[ARVADOS] updated: 5b970a6c9505527e146e73cb4756a64ecc1679cd
git at public.curoverse.com
git at public.curoverse.com
Fri May 1 17:02:58 EDT 2015
Summary of changes:
crunch_scripts/crunchutil/vwd.py | 6 ++++--
crunch_scripts/run-command | 4 ++--
doc/user/topics/run-command.html.textile.liquid | 14 +++++++-------
3 files changed, 13 insertions(+), 11 deletions(-)
via 5b970a6c9505527e146e73cb4756a64ecc1679cd (commit)
from 0a87aad48d7fccfc4d7d56a8628370cb7370d792 (commit)
Those revisions listed above that are new to this repository have
not appeared on any other notification email; so we list those
revisions in full, below.
commit 5b970a6c9505527e146e73cb4756a64ecc1679cd
Author: Peter Amstutz <peter.amstutz at curoverse.com>
Date: Fri May 1 17:02:54 2015 -0400
5787: Error writing output will cause task to fail.
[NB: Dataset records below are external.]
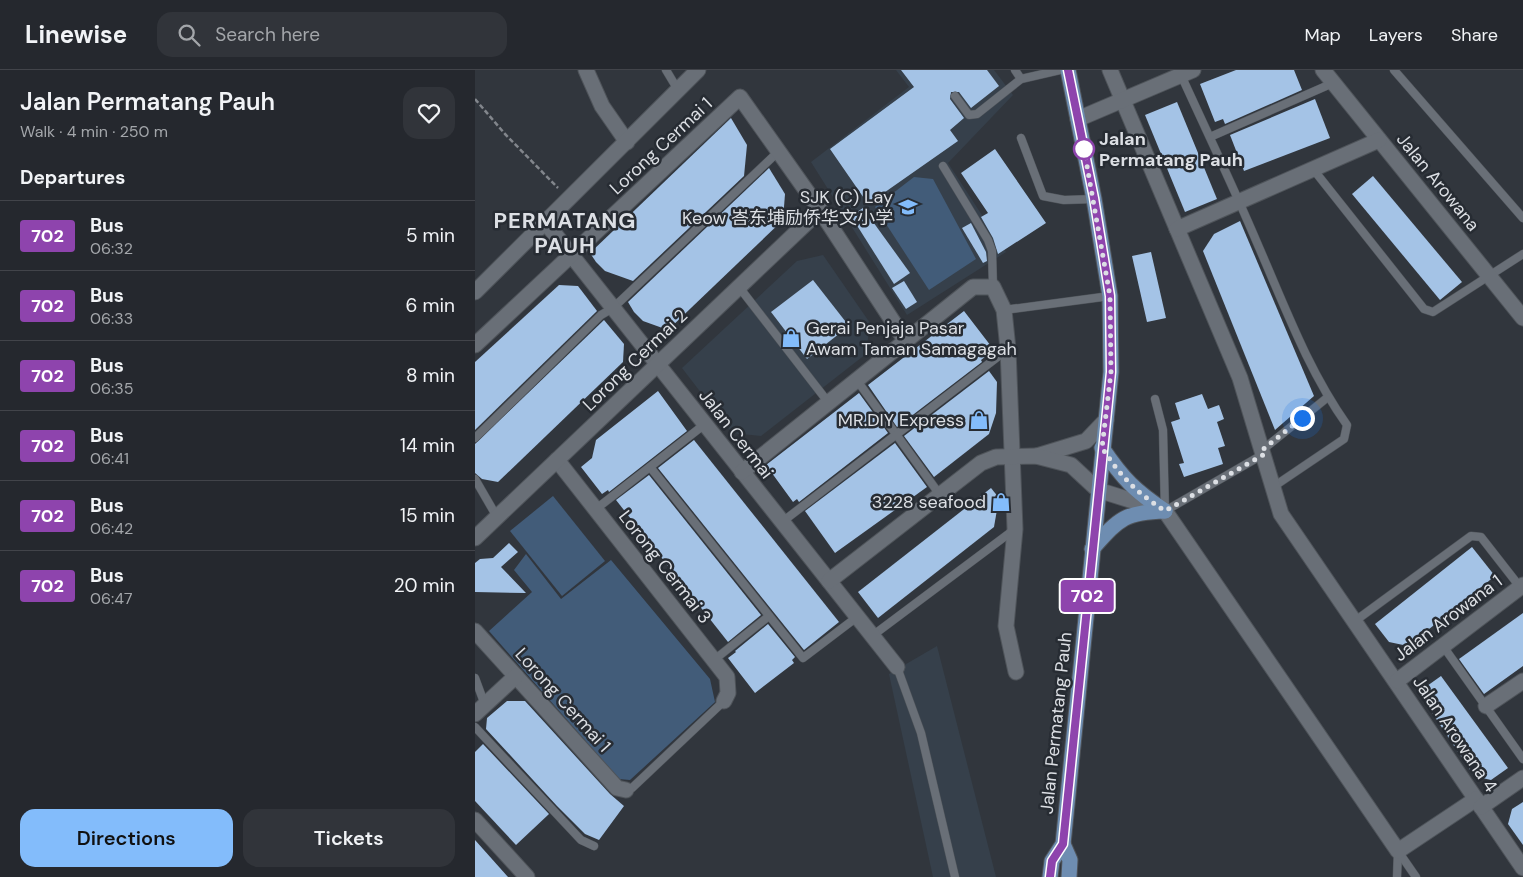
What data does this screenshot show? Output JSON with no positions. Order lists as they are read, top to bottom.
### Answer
{
  "streets": {
    "main road": ["Jalan Permatang Pauh"],
    "street": [
      "Lorong Cermai 1",
      "Jalan Arowana",
      "Lorong Cermai 2",
      "Jalan Cermai",
      "Lorong Cermai 3",
      "Jalan Arowana 1",
      "Jalan Arowana 4"
    ]
  },
  "crossings": [
    ["Lorong Cermai 1", "Jalan Cermai"],
    ["Lorong Cermai 2", "Jalan Cermai"],
    ["Lorong Cermai 2", "Lorong Cermai 3"],
    ["Jalan Arowana 1", "Jalan Arowana 4"]
  ],
  "districts": ["PERMATANG PAUH"],
  "places": {
    "other": ["Jalan Permatang Pauh"],
    "school or university": ["SJK (C) Lay Keow 峇东埔励侨华文小学"],
    "shop": ["Gerai Penjaja Pasar Awam Taman Samagagah", "MR.DIY Express", "3228 seafood"]
  },
  "lines": ["bus line 702"],
  "page": {
    "header": "Linewise",
    "search": "Search here",
    "nav": ["Map", "Layers", "Share"],
    "heading": [
      ["Jalan Permatang Pauh", "Walk · 4 min · 250 m"],
      "Departures"
    ],
    "on_map": "702",
    "list": [
      {
        "mark": "702",
        "name": "Bus",
        "note": "06:32",
        "value": "5 min"
      },
      {
        "mark": "702",
        "name": "Bus",
        "note": "06:33",
        "value": "6 min"
      },
      {
        "mark": "702",
        "name": "Bus",
        "note": "06:35",
        "value": "8 min"
      },
      {
        "mark": "702",
        "name": "Bus",
        "note": "06:41",
        "value": "14 min"
      },
      {
        "mark": "702",
        "name": "Bus",
        "note": "06:42",
        "value": "15 min"
      },
      {
        "mark": "702",
        "name": "Bus",
        "note": "06:47",
        "value": "20 min"
      }
    ],
    "buttons": ["Directions", "Tickets"]
  }
}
Tweak documentation page.
diff --git a/crunch_scripts/crunchutil/vwd.py b/crunch_scripts/crunchutil/vwd.py
index 5b9edf5..5e6f1be 100644
--- a/crunch_scripts/crunchutil/vwd.py
+++ b/crunch_scripts/crunchutil/vwd.py
@@ -40,7 +40,7 @@ def checkin(target_dir):
Keep as normal files (Keep does not support symlinks).
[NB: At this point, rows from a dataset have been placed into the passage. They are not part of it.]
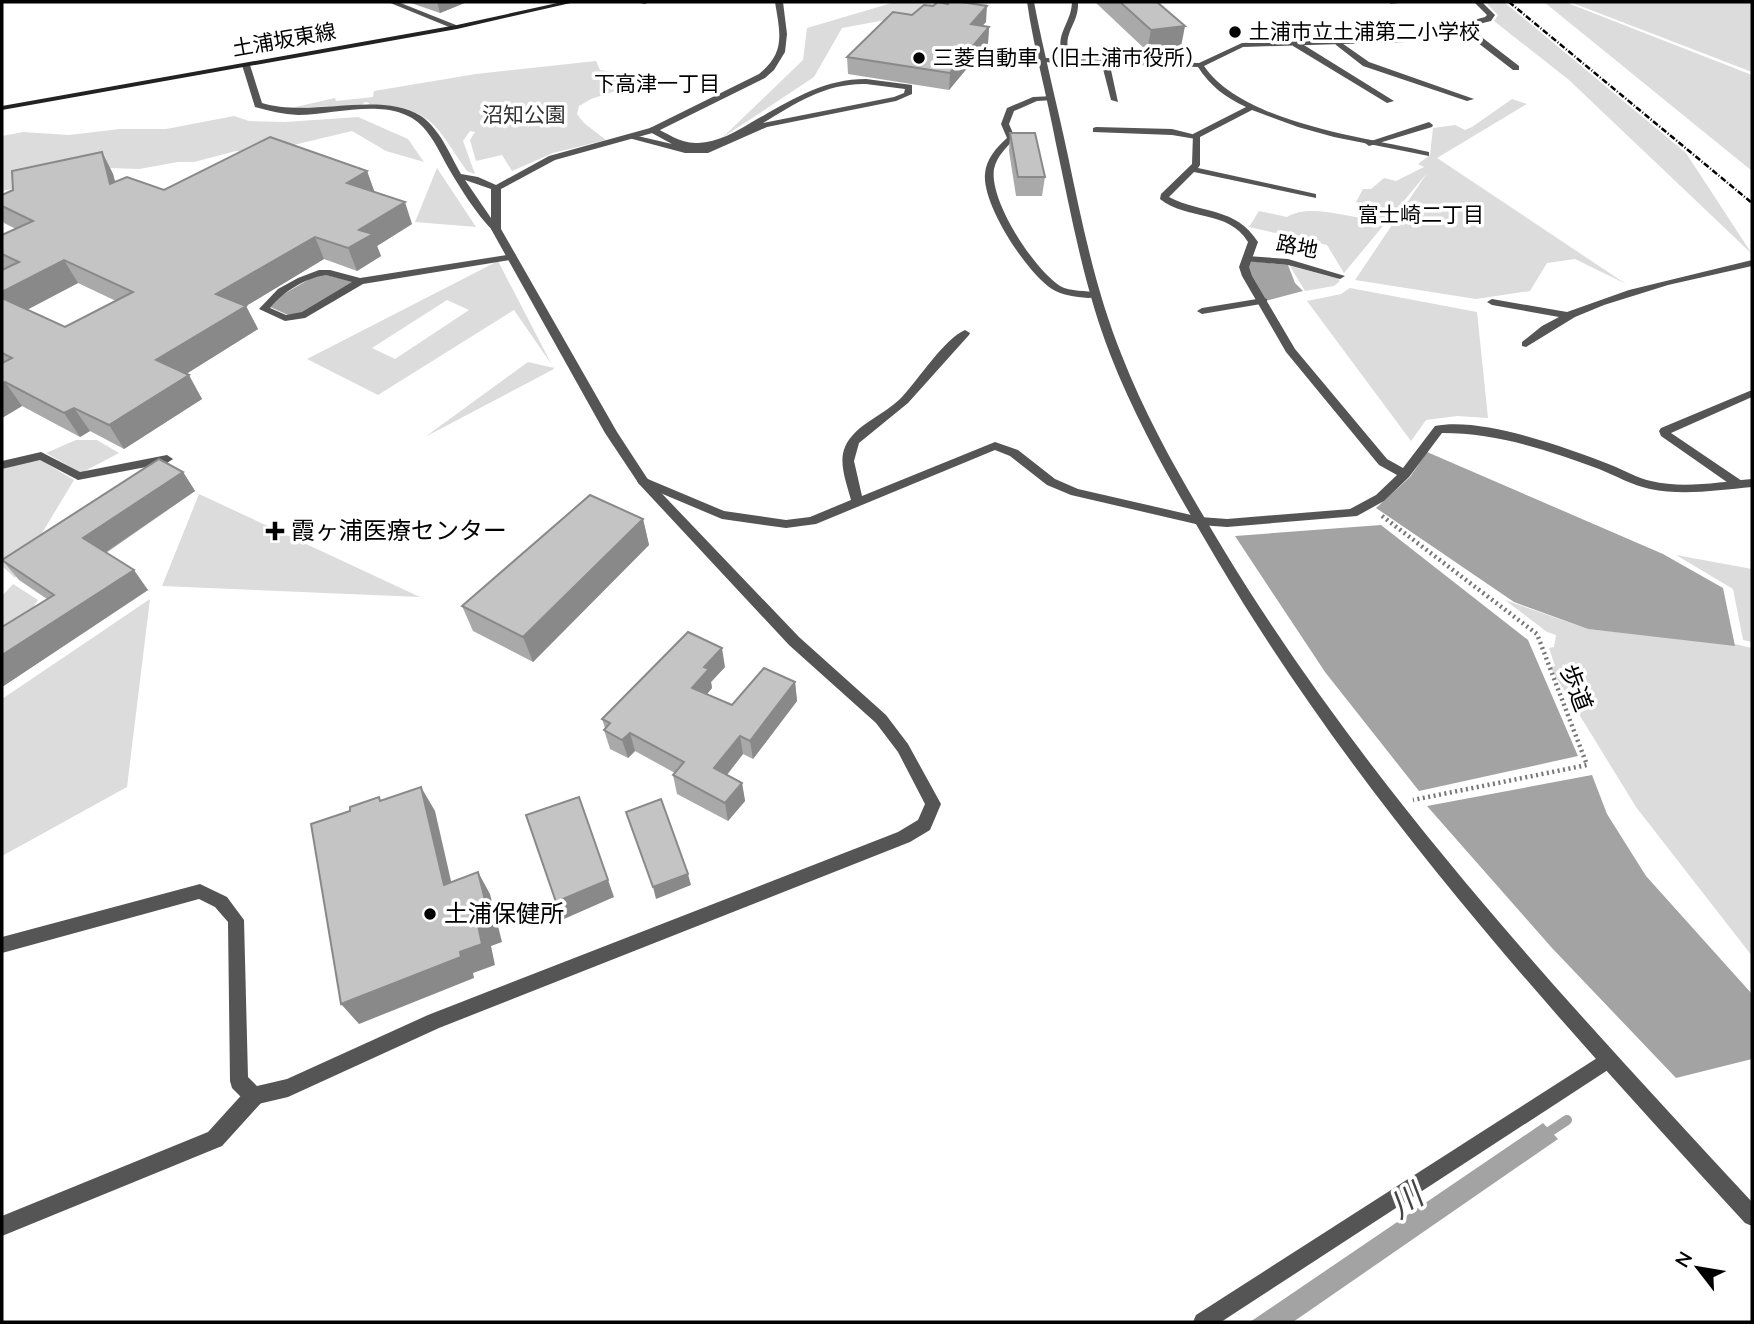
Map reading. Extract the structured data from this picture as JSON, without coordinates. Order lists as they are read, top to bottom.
{
  "streets": {
    "main road": ["土浦坂東線"],
    "street": ["路地"],
    "path": ["歩道"]
  },
  "districts": ["下高津一丁目", "富士崎二丁目"],
  "water": ["川"],
  "parks": ["沼知公園"],
  "places": {
    "other": ["土浦市立土浦第二小学校", "三菱自動車（旧土浦市役所）", "土浦保健所"],
    "health": ["霞ヶ浦医療センター"]
  },
  "north": "top left"
}
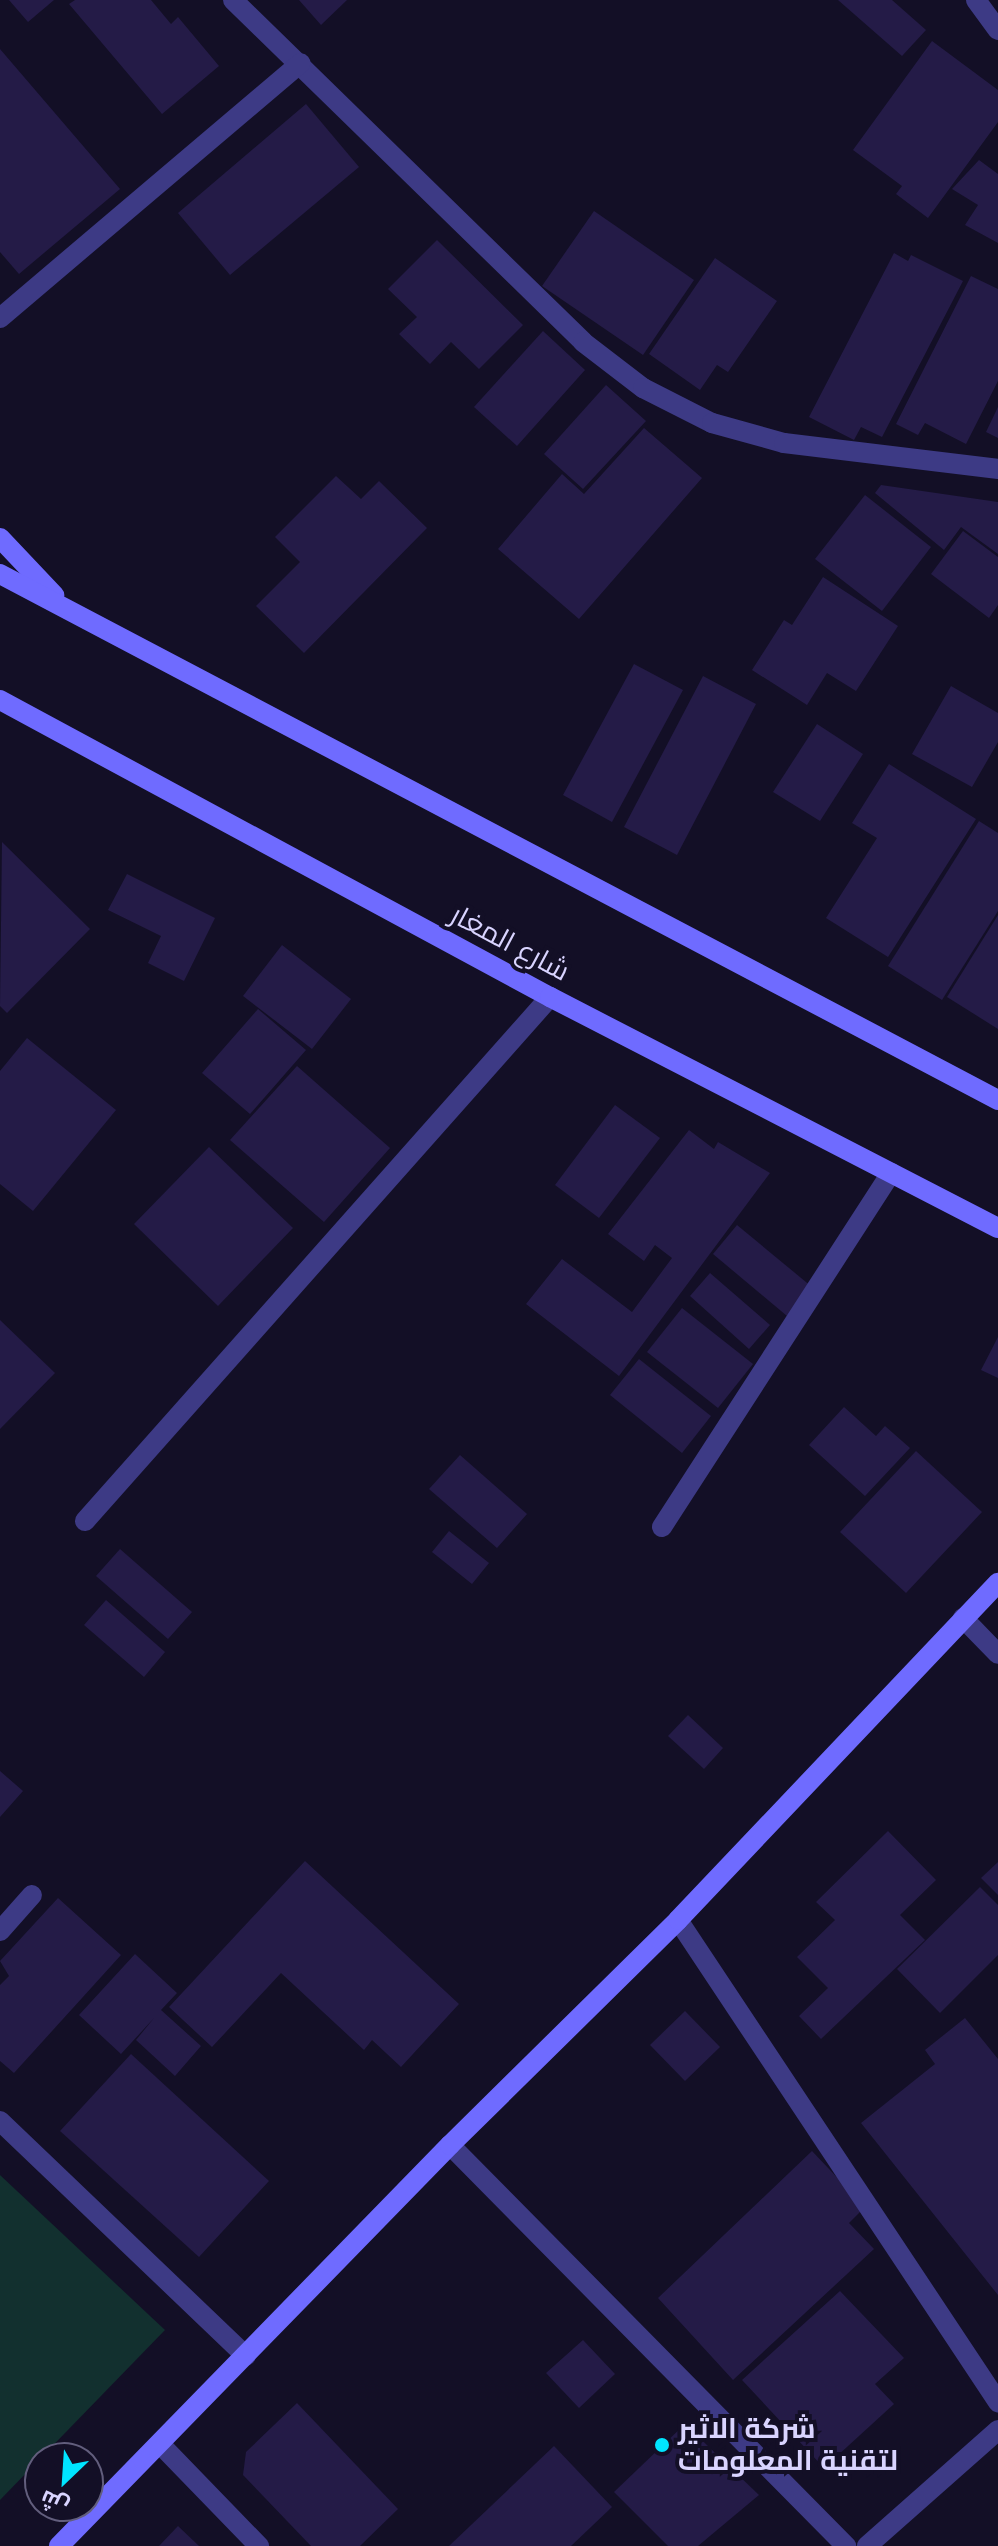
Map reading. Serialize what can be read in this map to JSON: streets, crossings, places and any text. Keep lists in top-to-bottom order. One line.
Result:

Symlinks to files in the keep mount will result in files in the new
- collection which reference existing Keep blocks, no data copying necessay.
+ collection which reference existing Keep blocks, no data copying necessary.
Returns a new Collection object, with data flushed but the collection record
not saved to the API.
@@ -56,6 +56,7 @@ def checkin(target_dir):
logger = logging.getLogger("arvados")
+ caught_error = False
for root, dirs, files in os.walk(target_dir):
for f in files:
try:
@@ -91,5 +92,6 @@ def checkin(target_dir):
dat = reader.read(64*1024)
except (IOError, OSError) as e:
logger.error(e)
+ caught_error = True
- return outputcollection
+ return (outputcollection, caught_error)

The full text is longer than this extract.